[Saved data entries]

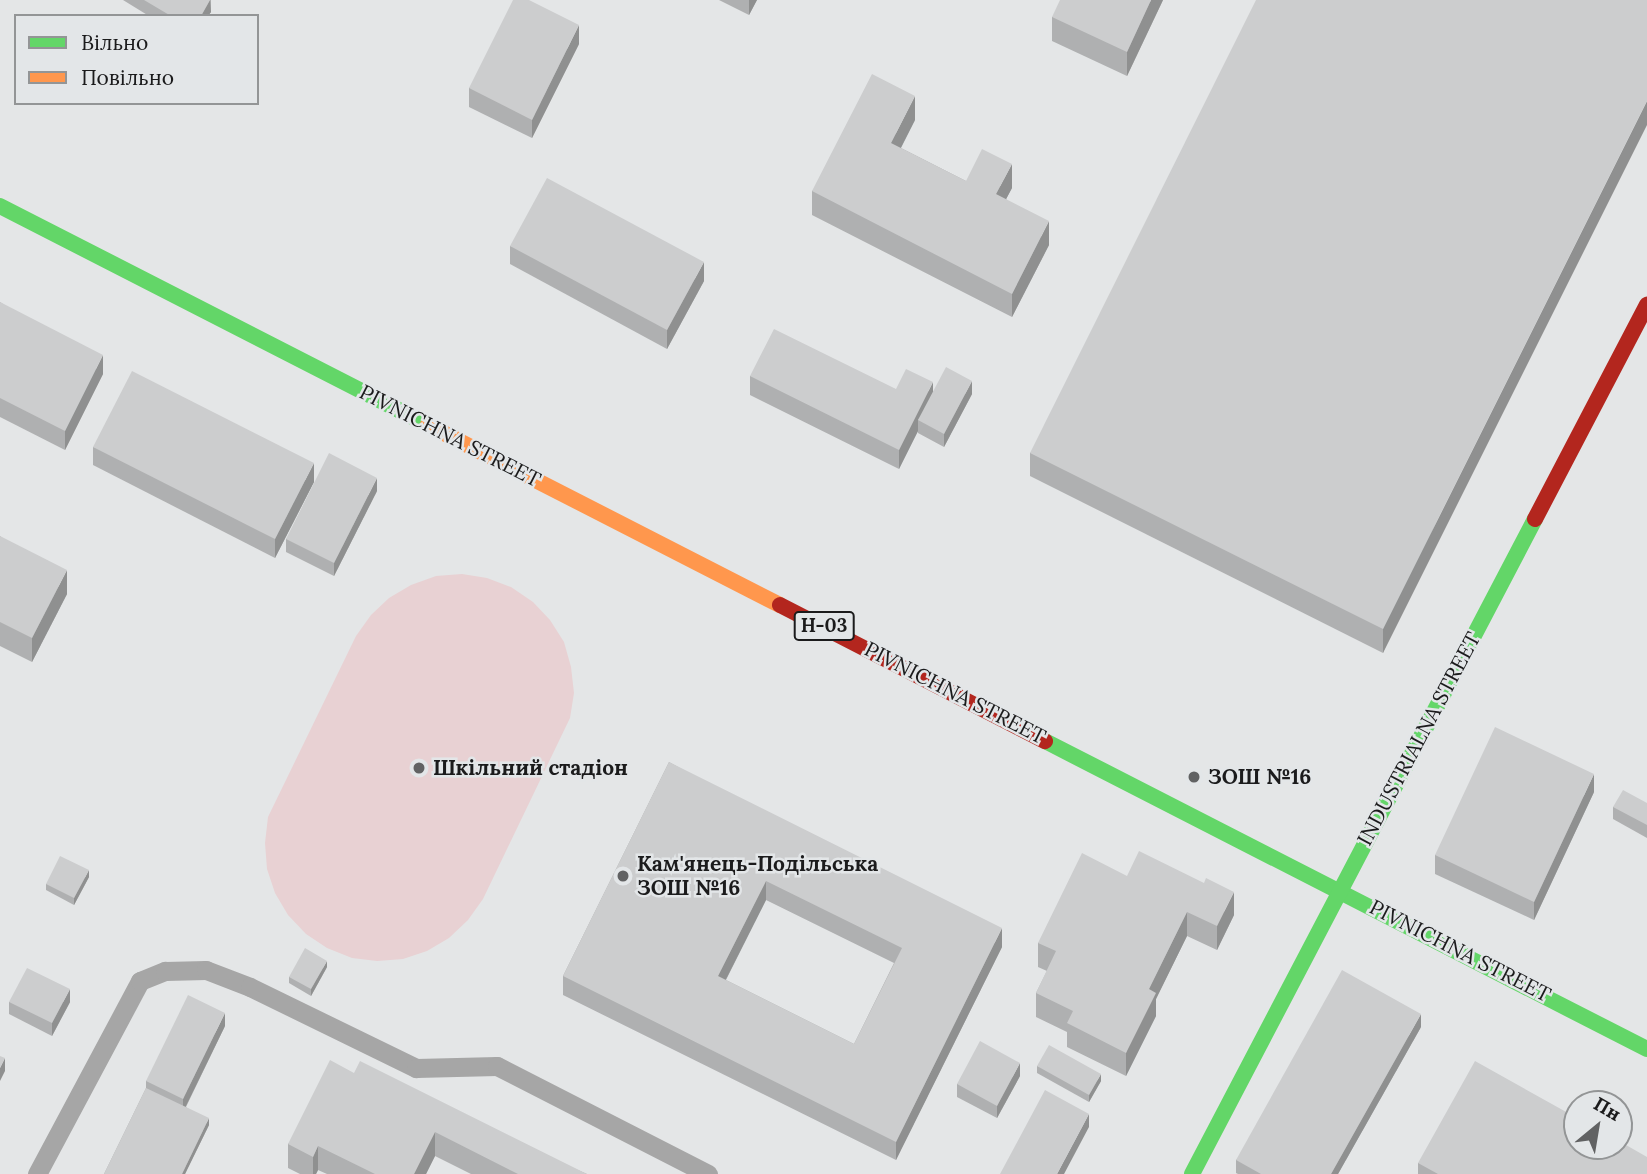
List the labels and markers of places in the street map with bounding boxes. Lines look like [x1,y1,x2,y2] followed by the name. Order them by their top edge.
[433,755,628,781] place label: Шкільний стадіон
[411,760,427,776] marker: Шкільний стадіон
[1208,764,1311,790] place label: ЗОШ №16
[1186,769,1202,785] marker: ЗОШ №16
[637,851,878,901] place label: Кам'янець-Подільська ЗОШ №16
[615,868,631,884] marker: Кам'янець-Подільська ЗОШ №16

» EXERCISE
The expected output is each entry given again word for word, with pictures dropped.

» SOLUTION TO THE EXERCISE
List the labels and markers of places in the street map with bounding boxes. Lines look like [x1,y1,x2,y2] followed by the name. Order them by their top edge.
[433,755,628,781] place label: Шкільний стадіон
[411,760,427,776] marker: Шкільний стадіон
[1208,764,1311,790] place label: ЗОШ №16
[1186,769,1202,785] marker: ЗОШ №16
[637,851,878,901] place label: Кам'янець-Подільська ЗОШ №16
[615,868,631,884] marker: Кам'янець-Подільська ЗОШ №16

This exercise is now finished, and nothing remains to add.